Es waren einmal drei rotseidene Pierrots, die aber eigentlich keine Pierrots waren, sondern Pierrettes. Und sie hießen die erste Inka, die zweite Minka und die dritte Tinka.
Wenn sie quer durch den Ballsaal liefen, spannte die rote Seide ein ganz klein wenig um die Hüften, und daran erkannte jeder, daß sie keine Pierrots waren. Und Männerarme wurden zu Schlagbäumen, aber die Pierrots brauchten Gewalt und paschten sich zollfrei durch.
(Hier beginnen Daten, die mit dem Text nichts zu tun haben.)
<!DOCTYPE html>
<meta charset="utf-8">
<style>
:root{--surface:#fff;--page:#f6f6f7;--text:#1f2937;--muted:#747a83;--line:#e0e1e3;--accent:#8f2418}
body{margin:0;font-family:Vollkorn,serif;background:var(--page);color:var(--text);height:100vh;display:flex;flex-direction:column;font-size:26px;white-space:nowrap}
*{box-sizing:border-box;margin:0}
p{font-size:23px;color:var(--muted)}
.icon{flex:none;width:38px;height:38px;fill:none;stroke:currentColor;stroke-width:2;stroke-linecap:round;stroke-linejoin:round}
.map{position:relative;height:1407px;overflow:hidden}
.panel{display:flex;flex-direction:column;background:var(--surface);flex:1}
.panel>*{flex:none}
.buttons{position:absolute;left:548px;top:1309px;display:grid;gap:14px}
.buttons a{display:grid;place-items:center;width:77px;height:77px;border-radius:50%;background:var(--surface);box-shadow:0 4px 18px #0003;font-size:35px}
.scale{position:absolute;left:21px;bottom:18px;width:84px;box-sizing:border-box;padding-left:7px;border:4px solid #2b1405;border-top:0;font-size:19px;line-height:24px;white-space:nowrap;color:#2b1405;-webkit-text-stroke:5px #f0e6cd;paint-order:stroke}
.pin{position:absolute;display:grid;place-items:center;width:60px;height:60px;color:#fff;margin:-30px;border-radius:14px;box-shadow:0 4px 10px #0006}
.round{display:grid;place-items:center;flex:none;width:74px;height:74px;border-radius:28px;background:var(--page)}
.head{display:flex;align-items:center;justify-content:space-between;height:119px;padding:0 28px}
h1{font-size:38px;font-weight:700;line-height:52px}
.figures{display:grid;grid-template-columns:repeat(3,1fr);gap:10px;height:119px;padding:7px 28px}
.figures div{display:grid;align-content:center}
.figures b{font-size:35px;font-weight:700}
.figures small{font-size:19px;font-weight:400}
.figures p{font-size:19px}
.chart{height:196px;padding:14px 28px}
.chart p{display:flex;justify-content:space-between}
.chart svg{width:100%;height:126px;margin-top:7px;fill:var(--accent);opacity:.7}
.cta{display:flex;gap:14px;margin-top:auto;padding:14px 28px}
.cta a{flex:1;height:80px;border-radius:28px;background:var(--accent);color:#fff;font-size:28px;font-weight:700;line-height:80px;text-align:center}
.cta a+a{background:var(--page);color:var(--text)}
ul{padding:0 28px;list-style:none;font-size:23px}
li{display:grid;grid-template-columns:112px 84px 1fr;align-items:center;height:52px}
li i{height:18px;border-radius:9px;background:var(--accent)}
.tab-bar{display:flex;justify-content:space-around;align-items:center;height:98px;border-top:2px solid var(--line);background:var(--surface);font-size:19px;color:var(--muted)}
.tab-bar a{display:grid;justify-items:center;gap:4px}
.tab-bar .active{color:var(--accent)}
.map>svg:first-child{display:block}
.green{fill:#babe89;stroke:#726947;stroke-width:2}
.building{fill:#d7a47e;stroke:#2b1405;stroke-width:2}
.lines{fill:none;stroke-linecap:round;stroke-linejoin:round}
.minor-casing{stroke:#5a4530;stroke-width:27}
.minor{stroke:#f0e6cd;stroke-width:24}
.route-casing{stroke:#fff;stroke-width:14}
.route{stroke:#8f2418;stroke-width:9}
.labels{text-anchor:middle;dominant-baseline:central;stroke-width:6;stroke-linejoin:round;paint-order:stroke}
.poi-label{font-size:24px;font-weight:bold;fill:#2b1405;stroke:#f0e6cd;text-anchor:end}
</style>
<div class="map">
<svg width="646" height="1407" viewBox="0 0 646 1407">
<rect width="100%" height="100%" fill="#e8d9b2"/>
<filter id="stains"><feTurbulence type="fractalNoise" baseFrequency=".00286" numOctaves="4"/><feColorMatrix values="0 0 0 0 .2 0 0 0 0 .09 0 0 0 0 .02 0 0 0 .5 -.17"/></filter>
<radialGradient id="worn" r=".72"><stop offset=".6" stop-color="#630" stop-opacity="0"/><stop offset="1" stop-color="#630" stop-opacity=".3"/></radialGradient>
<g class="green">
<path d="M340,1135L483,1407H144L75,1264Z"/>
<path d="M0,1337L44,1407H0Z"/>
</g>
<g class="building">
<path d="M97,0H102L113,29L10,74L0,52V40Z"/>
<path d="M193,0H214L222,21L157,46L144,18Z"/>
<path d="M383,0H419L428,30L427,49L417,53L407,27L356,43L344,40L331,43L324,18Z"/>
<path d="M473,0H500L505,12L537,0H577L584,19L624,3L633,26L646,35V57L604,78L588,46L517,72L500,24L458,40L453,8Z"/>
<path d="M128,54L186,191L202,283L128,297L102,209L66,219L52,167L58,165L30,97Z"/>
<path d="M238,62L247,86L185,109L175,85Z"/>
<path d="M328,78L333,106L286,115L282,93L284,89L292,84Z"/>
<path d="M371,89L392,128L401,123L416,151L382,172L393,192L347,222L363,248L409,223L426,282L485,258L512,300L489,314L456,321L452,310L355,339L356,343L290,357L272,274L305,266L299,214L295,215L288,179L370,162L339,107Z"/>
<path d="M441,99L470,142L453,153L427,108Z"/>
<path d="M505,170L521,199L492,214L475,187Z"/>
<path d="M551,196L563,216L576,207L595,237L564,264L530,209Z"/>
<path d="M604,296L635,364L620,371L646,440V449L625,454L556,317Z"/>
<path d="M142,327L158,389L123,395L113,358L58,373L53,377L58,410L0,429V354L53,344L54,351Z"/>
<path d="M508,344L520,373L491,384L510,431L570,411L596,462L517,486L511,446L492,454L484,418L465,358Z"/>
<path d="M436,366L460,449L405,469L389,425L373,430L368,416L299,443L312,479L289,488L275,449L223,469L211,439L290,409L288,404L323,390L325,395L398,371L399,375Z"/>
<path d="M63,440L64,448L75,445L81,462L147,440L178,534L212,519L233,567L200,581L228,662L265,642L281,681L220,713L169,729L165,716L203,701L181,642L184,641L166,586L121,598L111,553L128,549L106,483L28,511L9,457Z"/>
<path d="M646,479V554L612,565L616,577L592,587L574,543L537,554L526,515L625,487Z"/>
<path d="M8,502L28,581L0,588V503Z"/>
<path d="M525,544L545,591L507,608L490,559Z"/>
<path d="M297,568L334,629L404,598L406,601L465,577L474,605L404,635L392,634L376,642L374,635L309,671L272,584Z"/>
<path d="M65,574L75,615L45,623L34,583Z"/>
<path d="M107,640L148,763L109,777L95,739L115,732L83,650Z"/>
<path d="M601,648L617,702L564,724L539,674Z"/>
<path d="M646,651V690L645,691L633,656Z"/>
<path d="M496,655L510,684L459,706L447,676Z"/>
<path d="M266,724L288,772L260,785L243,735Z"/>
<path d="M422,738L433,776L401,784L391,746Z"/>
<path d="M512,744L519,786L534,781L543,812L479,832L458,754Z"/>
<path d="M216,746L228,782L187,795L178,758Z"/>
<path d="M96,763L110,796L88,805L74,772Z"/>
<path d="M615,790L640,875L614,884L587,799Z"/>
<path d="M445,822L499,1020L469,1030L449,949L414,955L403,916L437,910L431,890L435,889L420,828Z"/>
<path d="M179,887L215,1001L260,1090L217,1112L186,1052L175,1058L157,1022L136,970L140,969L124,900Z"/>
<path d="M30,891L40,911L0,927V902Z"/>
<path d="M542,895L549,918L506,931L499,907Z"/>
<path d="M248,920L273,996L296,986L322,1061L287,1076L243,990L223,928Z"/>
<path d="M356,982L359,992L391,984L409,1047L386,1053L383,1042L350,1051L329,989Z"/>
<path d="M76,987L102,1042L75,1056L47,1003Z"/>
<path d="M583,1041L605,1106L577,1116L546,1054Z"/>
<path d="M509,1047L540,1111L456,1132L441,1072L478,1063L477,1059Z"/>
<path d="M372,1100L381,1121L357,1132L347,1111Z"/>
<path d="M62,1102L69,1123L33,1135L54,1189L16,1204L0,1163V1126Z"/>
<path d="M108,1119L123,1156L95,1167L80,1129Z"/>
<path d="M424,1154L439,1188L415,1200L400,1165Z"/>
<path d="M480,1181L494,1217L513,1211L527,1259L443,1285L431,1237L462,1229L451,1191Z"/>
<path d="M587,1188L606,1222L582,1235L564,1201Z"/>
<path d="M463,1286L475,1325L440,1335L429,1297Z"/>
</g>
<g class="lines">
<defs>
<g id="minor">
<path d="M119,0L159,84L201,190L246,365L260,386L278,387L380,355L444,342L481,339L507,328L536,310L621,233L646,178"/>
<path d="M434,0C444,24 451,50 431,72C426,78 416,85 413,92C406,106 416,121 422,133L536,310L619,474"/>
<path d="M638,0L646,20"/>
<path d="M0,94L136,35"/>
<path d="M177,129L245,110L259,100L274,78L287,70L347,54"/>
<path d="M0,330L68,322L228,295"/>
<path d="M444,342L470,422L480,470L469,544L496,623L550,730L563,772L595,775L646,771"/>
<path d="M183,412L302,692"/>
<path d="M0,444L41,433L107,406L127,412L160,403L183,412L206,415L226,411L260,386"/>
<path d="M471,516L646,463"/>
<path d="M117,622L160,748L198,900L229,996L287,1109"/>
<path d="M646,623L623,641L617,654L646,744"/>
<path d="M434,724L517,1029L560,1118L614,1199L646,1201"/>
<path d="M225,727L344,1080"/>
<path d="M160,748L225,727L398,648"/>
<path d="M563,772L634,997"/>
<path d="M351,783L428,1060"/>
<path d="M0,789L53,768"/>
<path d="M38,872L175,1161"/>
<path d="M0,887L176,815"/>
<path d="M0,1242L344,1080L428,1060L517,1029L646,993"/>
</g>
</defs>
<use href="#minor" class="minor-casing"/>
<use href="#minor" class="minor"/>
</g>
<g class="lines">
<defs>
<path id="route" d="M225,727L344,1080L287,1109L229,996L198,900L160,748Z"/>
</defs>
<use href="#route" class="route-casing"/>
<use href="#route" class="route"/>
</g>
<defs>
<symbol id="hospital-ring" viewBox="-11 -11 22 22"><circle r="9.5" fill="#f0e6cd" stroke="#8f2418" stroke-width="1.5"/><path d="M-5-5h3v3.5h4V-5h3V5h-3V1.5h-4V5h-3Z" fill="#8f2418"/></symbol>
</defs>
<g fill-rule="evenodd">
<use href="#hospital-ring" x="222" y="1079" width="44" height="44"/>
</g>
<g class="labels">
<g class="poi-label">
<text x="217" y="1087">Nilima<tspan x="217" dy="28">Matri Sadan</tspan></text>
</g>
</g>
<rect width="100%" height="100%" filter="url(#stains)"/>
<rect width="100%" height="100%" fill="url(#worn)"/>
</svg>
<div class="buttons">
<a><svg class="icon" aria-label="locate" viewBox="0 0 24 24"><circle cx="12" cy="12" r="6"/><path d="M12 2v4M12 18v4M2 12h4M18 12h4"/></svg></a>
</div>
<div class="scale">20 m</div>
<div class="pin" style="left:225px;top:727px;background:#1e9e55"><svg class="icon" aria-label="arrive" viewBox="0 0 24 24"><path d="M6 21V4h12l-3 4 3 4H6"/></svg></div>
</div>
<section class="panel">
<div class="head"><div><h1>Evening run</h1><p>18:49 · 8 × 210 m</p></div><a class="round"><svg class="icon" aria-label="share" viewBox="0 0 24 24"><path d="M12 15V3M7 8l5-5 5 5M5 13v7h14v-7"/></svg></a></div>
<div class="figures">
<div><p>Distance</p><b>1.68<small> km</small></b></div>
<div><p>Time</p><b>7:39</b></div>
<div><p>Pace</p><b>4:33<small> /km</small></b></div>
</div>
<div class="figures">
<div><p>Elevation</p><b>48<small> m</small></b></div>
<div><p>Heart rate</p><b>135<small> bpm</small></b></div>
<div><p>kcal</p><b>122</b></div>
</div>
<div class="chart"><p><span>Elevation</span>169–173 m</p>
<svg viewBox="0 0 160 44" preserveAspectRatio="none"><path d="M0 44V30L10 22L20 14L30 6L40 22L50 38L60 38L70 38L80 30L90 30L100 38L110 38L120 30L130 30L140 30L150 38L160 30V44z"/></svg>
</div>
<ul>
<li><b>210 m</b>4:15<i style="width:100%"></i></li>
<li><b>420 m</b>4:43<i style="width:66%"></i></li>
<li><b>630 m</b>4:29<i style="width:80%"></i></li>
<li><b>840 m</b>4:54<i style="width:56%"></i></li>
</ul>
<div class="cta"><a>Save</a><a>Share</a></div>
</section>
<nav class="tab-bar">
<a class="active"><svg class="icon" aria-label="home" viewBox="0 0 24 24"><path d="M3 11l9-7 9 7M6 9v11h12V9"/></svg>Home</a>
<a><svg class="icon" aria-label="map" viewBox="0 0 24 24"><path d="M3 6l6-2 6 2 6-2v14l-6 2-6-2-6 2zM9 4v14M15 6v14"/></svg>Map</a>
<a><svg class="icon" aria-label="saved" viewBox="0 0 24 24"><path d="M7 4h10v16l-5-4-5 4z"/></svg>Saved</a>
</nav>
Jede der drei rotseidenen Pierrotkappen war mit einer Schleife aus breitem weißem Tüllband geschmückt. Die Schleife saß lose auf dem roten Käppchen und schlug zitternd mit den Flügeln, wie ein weißer Schmetterling auf einer runden roten Pfingstrosenknospe.
Die drei rotseidenen. Pierrots glichen sich, wie eine Hagebutte der andern in der Herbstsonne. Hatte Inka bei einem Tänzer gesessen und ihren Champagnerkelch halb ausgetrunken, so ging sie fort und tanzte einmal durch den Saal. Wenn sie dann wieder kam und den Kelch austrank, war es auf einmal nicht mehr Inka, sondern Minka. Und wenn dann Minka ihrem Tänzer einen Kuß versprochen hatte und er ihn einlösen wollte, sagte Tinka, sie wisse nichts davon.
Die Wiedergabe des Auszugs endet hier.